L’espoir tourne au désespoir
L’espoir suscité par l’arrivée du Général ATT au pouvoir s’est très vite transformé en désespoir. Faut-il continuer à faire confiance au régime ATT dont la politique manque de lisibilité et de visibilité et qui, faute de projet de société, n’a pas le sens de l’anticipation.
(…) S’il est vrai que le Président ATT n’a pas l’étoffe intellectuelle nécessaire pour booster le développement du Mali, il est aussi vrai que les intellectuels qui l’entourent et qui sont censés le guider, sont plutôt préoccupés par la recherche de profits.
On voit bien que le changement promis par ATT est loin de se réaliser. Pire, au lieu de progresser le pays régresse. C’est cette situation que le régime s’évertue à maquiller par une folklorique évaluation de l’action gouvernementale, des non-évènements qui n’ont pas d’impact sur le quotidien des Maliens. C’est le cas des cérémonies de lancement qui sont plus importantes que la mise en oeuvre et les résultats des projets ou de nouvelles structures budgétivores mises sur orbite autour du Président ATT.
(…) Il est aujourd’hui loisible d’affirmer que les éléments d’une nouvelle révolution de la rue sont en train de se mettre en place : accroissement du nombre de jeunes chômeurs, cherté de la vie donc faiblesse du pouvoir d’achat des maliens, déliquescence du système éducatif etc.

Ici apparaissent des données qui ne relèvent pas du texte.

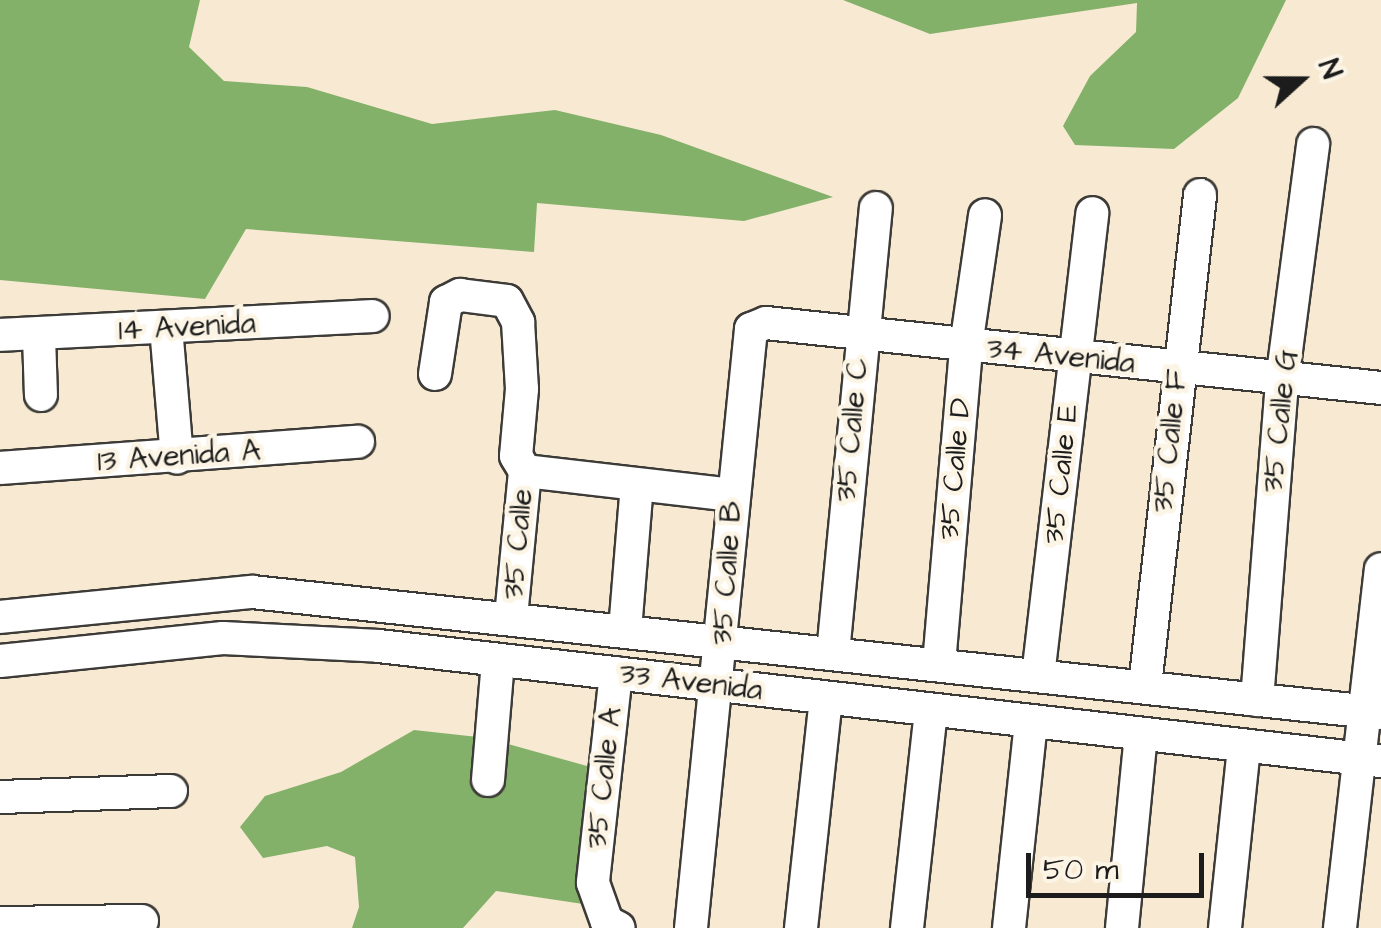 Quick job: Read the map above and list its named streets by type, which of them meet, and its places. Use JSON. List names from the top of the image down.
{
  "streets": {
    "street": [
      "14 Avenida",
      "34 Avenida",
      "35 Calle G",
      "35 Calle C",
      "35 Calle F",
      "13 Avenida A",
      "35 Calle D",
      "35 Calle E",
      "35 Calle",
      "35 Calle B",
      "33 Avenida",
      "35 Calle A"
    ]
  },
  "crossings": [
    ["34 Avenida", "35 Calle G"],
    ["34 Avenida", "35 Calle C"],
    ["34 Avenida", "35 Calle F"],
    ["34 Avenida", "35 Calle D"],
    ["34 Avenida", "35 Calle E"],
    ["34 Avenida", "35 Calle B"],
    ["35 Calle G", "33 Avenida"],
    ["35 Calle C", "33 Avenida"],
    ["35 Calle F", "33 Avenida"],
    ["35 Calle D", "33 Avenida"],
    ["35 Calle E", "33 Avenida"],
    ["35 Calle", "33 Avenida"],
    ["35 Calle B", "33 Avenida"],
    ["33 Avenida", "35 Calle A"]
  ],
  "scale_bar": "50 m",
  "north": "right"
}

Toutes choses qui amènent le citoyen malien à douter de la capacité du Président ATT à lui redonner espoir, à booster l’économie, et à redynamiser l’école malienne ; mieux à faire face à la forte demande sociale.
Des motifs d’inquiétude
Comment ne pas s’inquiéter de la situation d’une jeunesse formée au rabais et munie de diplômes qui ne reflètent pas son niveau ? Comment ne pas s’inquiéter du manque de compétitivité et de la frustration de cette jeunesse qui se voit fermer au nez la porte des entreprises sous-régionales ?

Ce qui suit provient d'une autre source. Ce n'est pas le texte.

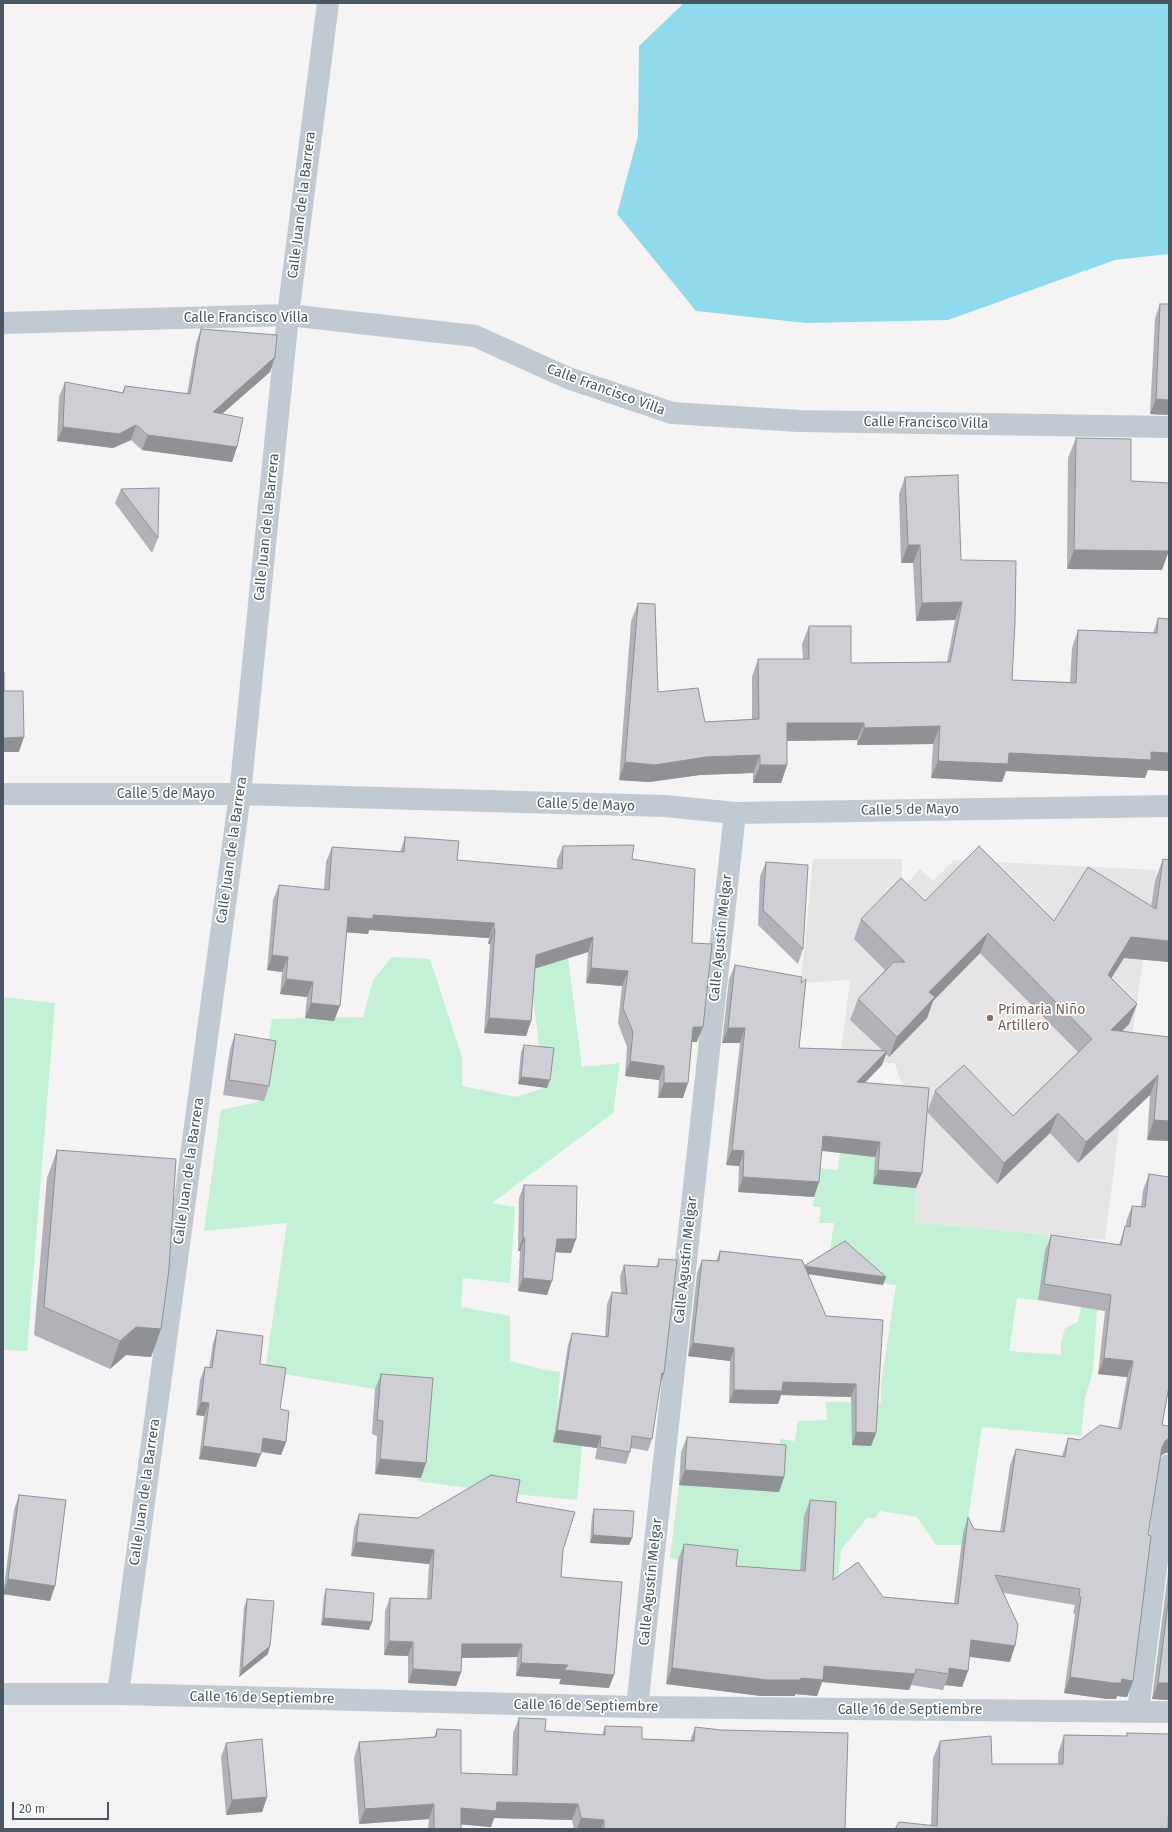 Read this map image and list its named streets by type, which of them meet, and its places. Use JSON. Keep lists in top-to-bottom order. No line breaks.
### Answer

Le parti de la demande sociale ne s’est-il pas transformé en Parti des opportunistes zélés, des laudateurs gravitant autour du Chef de l’État ? Le Président ATT a-t-il les moyens de se doter d’un véritable programme politique dépourvu de relent régionaliste ? Une autre alternative est-elle possible avec ATT ?
– Non ! une autre alternative n’est pas possible, parce que le Président ATT, comme il l’a si bien dit dans « Jeune Afrique Intelligent », n’a jamais pris le pouvoir au sérieux. Il a ainsi montré aux maliens que les Institutions de la République comptent peu pour lui. Cette déclaration n’est-elle pas illustrée par la banalisation du pouvoir qu’il confie à qui il veut sans tenir compte de la compétence et de la moralité des personnes ainsi choisies ?
– Non ! une autre alternative n’est pas possible avec le Président ATT dont les courtisans ont pris l’habitude de mal poser les problèmes de l’heure. C’est ainsi que les laudateurs du pouvoir parlent d’un pays qui s’est réconcilié avec lui-même sous le pouvoir ATT comme si notre pays connaissait une fracture sociale, voire une guerre civile avant l’arrivée d’ATT au pouvoir. Ces partisans mal inspirés et n’ayant pas une bonne lecture du jeu démocratique, continuent de confondre l’absence d’une opposition politique digne de ce nom avec les exigences d’une société politiquement et socialement apaisée.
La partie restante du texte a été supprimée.